• [Stored data]
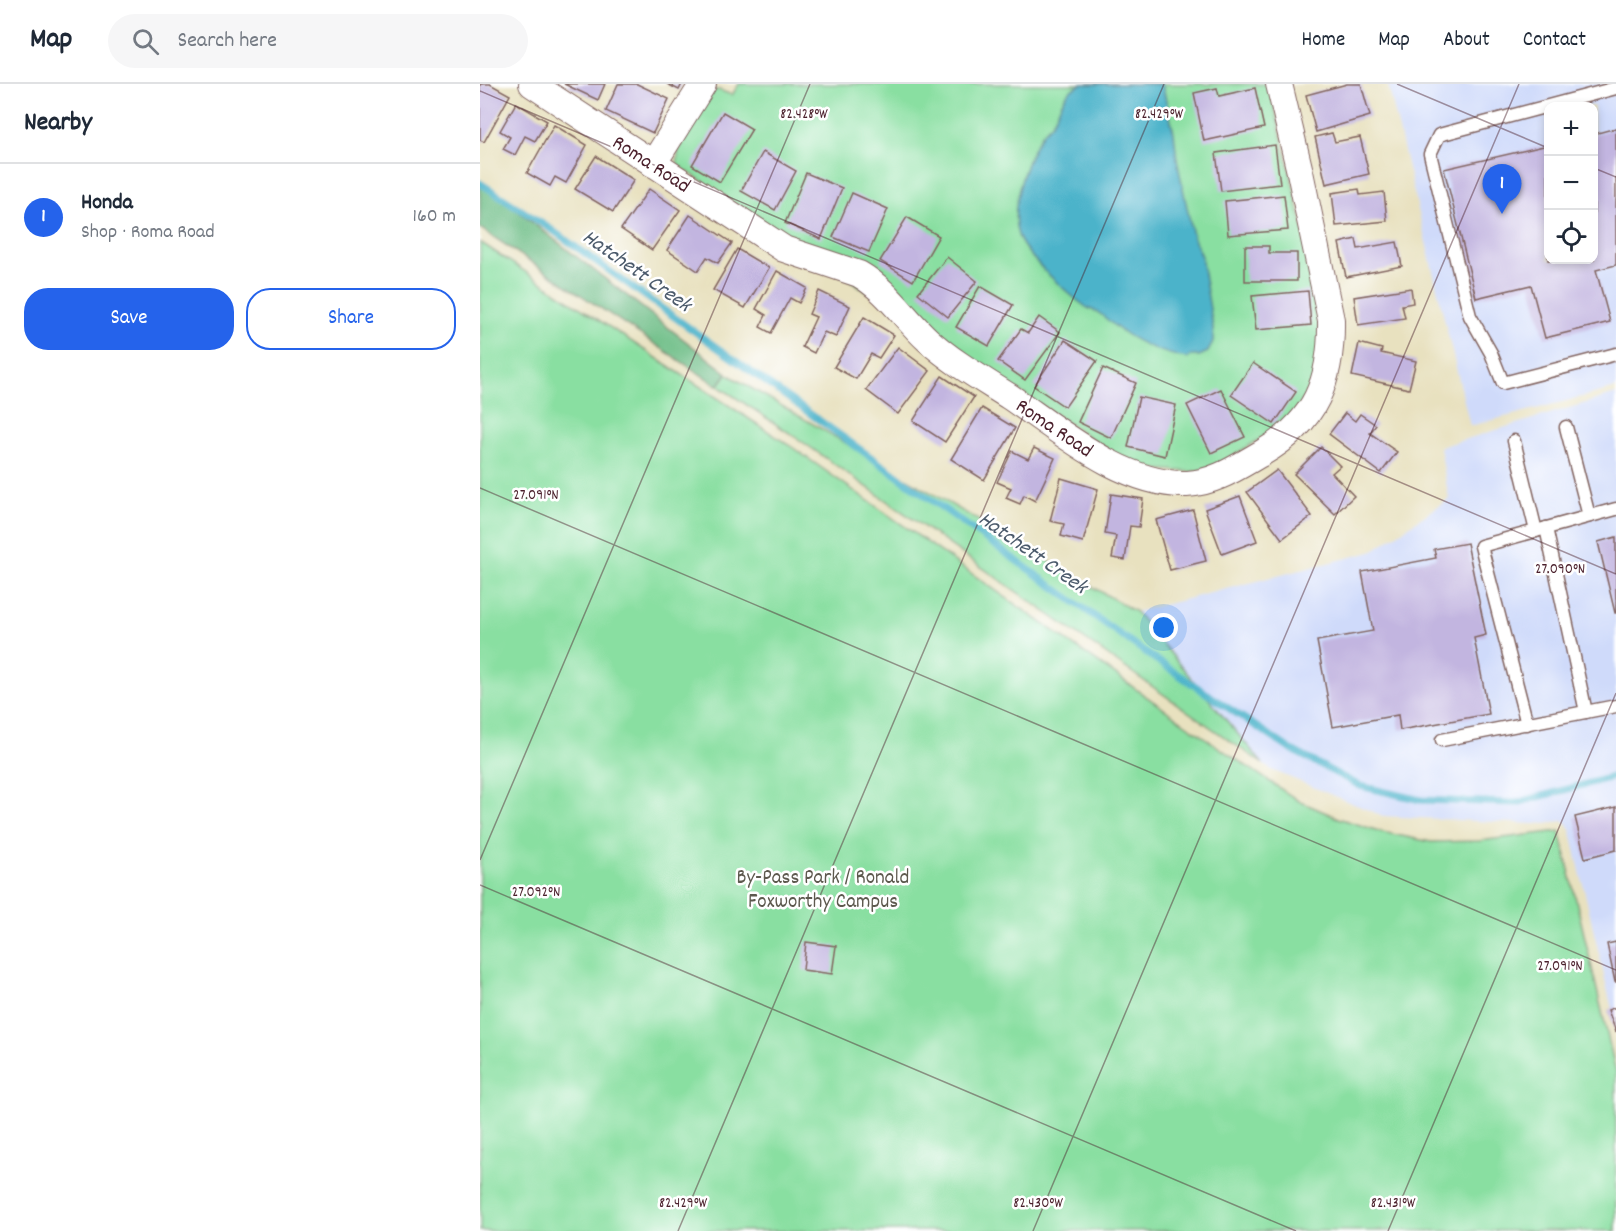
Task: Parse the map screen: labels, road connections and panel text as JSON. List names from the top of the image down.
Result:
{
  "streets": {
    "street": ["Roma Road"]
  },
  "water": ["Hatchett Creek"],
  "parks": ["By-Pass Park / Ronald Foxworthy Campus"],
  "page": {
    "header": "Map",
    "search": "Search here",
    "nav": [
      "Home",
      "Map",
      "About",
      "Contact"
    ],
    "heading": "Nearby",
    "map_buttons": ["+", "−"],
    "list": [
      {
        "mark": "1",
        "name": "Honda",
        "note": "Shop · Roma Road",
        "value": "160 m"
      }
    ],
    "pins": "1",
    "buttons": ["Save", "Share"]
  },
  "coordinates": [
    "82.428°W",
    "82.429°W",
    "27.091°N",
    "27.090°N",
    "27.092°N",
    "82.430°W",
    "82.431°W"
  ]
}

• [What you will do]
Your answer must be an exact copy of the data above, minus its pictures.

• [Solution to the problem]
Task: Parse the map screen: labels, road connections and panel text as JSON. List names from the top of the image down.
Result:
{
  "streets": {
    "street": ["Roma Road"]
  },
  "water": ["Hatchett Creek"],
  "parks": ["By-Pass Park / Ronald Foxworthy Campus"],
  "page": {
    "header": "Map",
    "search": "Search here",
    "nav": [
      "Home",
      "Map",
      "About",
      "Contact"
    ],
    "heading": "Nearby",
    "map_buttons": ["+", "−"],
    "list": [
      {
        "mark": "1",
        "name": "Honda",
        "note": "Shop · Roma Road",
        "value": "160 m"
      }
    ],
    "pins": "1",
    "buttons": ["Save", "Share"]
  },
  "coordinates": [
    "82.428°W",
    "82.429°W",
    "27.091°N",
    "27.090°N",
    "27.092°N",
    "82.430°W",
    "82.431°W"
  ]
}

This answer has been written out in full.